Addressing Uday's feedback.

Thanks, Uday. I'll commit this tomorrow if no more comments.

mlir/lib/Transforms/LoopFusion.cpp
643

I returned the candidates in ascending order because I thought it would make more sense for external clients than the reverse order. However, I agree that we can return an unordered map and leave the order to the client. Not sure, though, if we would be gaining much in our use case since we have to copy the elements to another container and sort them...

1048

Some work is needed. We still have code that is looking at 'srcStoreOpInst'.

mlir/test/Transforms/loop-fusion.mlir
407

Good catch :)

2695–2696

Why? The size is still 128 and the ticket seems to be open.

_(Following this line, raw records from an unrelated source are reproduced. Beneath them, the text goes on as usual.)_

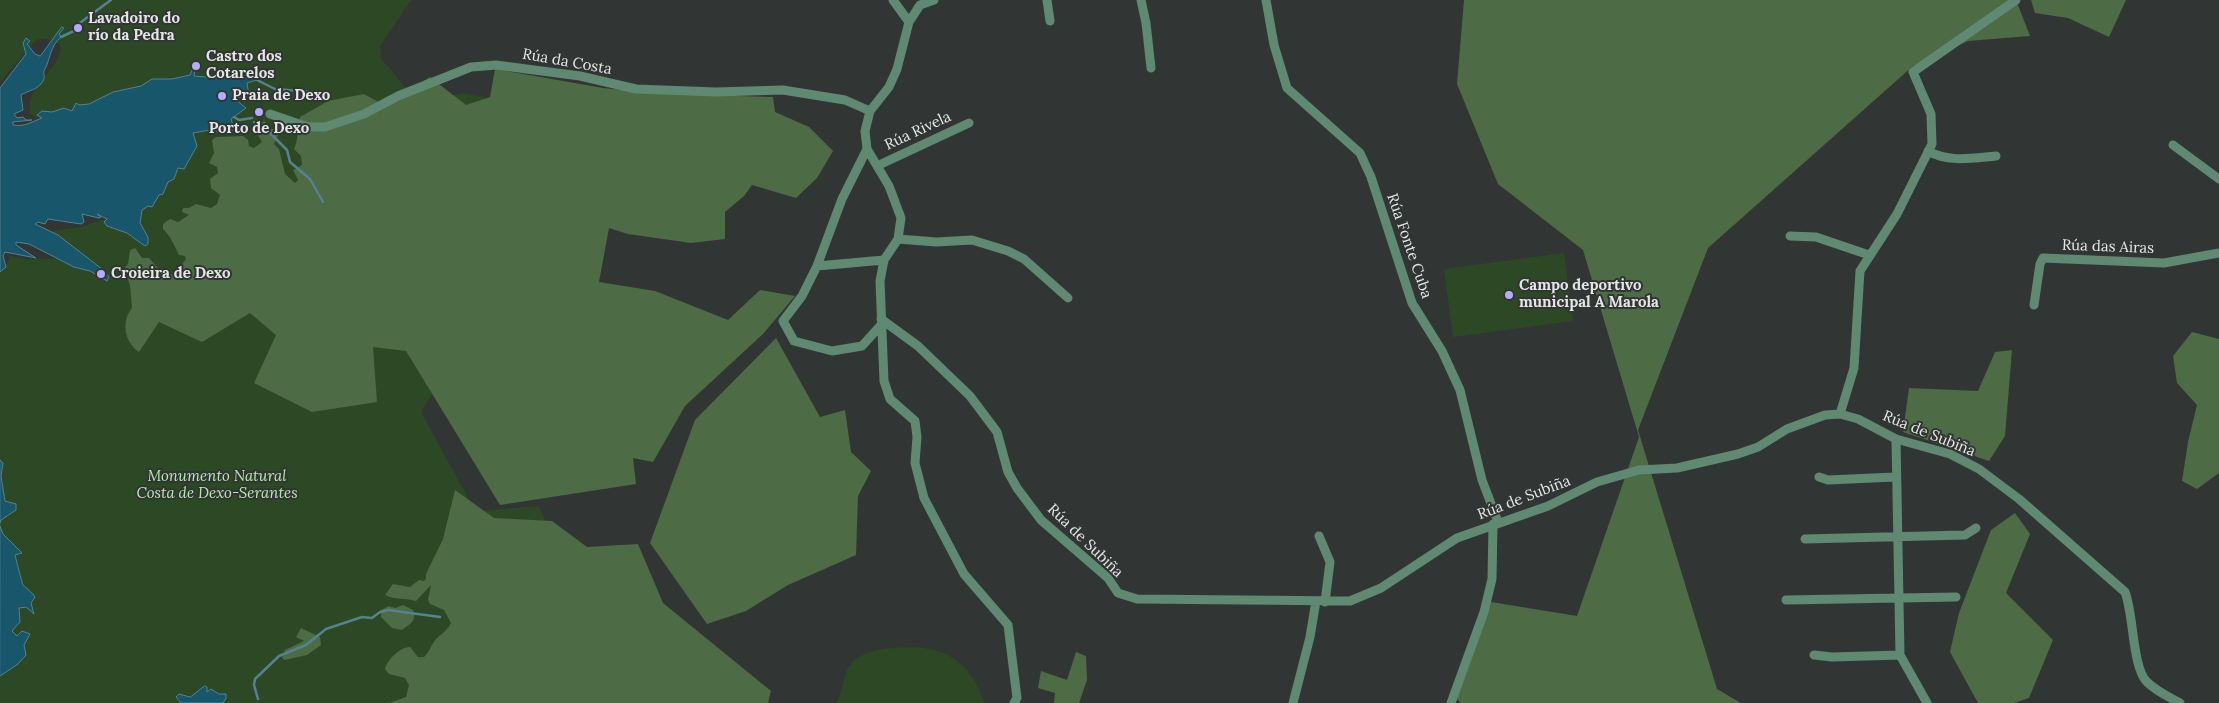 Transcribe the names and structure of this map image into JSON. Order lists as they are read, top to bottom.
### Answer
{
  "streets": {
    "street": [
      "Rúa da Costa",
      "Rúa Rivela",
      "Rúa Fonte Cuba",
      "Rúa das Airas",
      "Rúa de Subiña"
    ]
  },
  "crossings": [
    ["Rúa Fonte Cuba", "Rúa de Subiña"]
  ],
  "parks": ["Monumento Natural Costa de Dexo-Serantes"],
  "places": [
    "Lavadoiro do río da Pedra",
    "Castro dos Cotarelos",
    "Praia de Dexo",
    "Porto de Dexo",
    "Croieira de Dexo",
    "Campo deportivo municipal A Marola"
  ]
}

bondhugula added inline comments.Jan 20 2021, 9:39 AM
mlir/lib/Transforms/LoopFusion.cpp
643

I think your comment is orthogonal here. You can return in whatever sorted order but you don't need to use an std::set here. You can use an unordered_set and then just copy + sort at the end and return a vector. Hashtable + some sorting algo is still far less complexity (both time and more importantly memory allocations and access wise) than a typical heavy red-black tree (or similar structure) backed std::set. It's a handful of elements you have - so copy costs isn't much I assume.

mlir/test/Transforms/loop-fusion.mlir
2695–2696

Looks like I was looking at the (wrong) test case further below.

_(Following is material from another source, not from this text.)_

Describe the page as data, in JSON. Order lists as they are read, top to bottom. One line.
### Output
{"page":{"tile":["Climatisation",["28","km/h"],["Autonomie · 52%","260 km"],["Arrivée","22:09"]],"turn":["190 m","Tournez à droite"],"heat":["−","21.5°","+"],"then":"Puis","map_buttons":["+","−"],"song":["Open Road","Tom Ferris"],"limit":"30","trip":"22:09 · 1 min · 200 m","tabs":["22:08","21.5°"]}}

I see an assert failure in loop-fusion.mlir.test in GreedyFusion::fuseProducerConsumerNodes

cast_retty<X, Y *>::ret_type llvm::cast(Y *) [X = mlir::AffineWriteOpInterface, Y = mlir::Operation]: isa<X>(Val) && "cast<Ty>() argument of incompatible type!"

dcaballe added inline comments.Jan 20 2021, 11:08 AM
mlir/lib/Transforms/LoopFusion.cpp
643

unordered_set is not recommended for similar reasons (https://llvm.org/docs/ProgrammersManual.html#other-set-like-container-options). I can change it to the "sorted vector" approach (https://llvm.org/docs/ProgrammersManual.html#a-sorted-vector) if that makes more sense to you.

I see an assert failure in loop-fusion.mlir.test in GreedyFusion::fuseProducerConsumerNodes

Looking into it. Any buildbot failing? I didn't get any notification...

dcaballe reopened this revision.Jan 20 2021, 4:45 PM
This revision is now accepted and ready to land.Jan 20 2021, 4:45 PM
dcaballe updated this revision to Diff 318064.Jan 20 2021, 4:50 PM

Addressing Uday's comment and fixing ASAN issue.
We were gathering store ops and reuse them after 'createPrivateMemrefs',
which is replacing some of those stores with new ones. Thanks @jpienaar!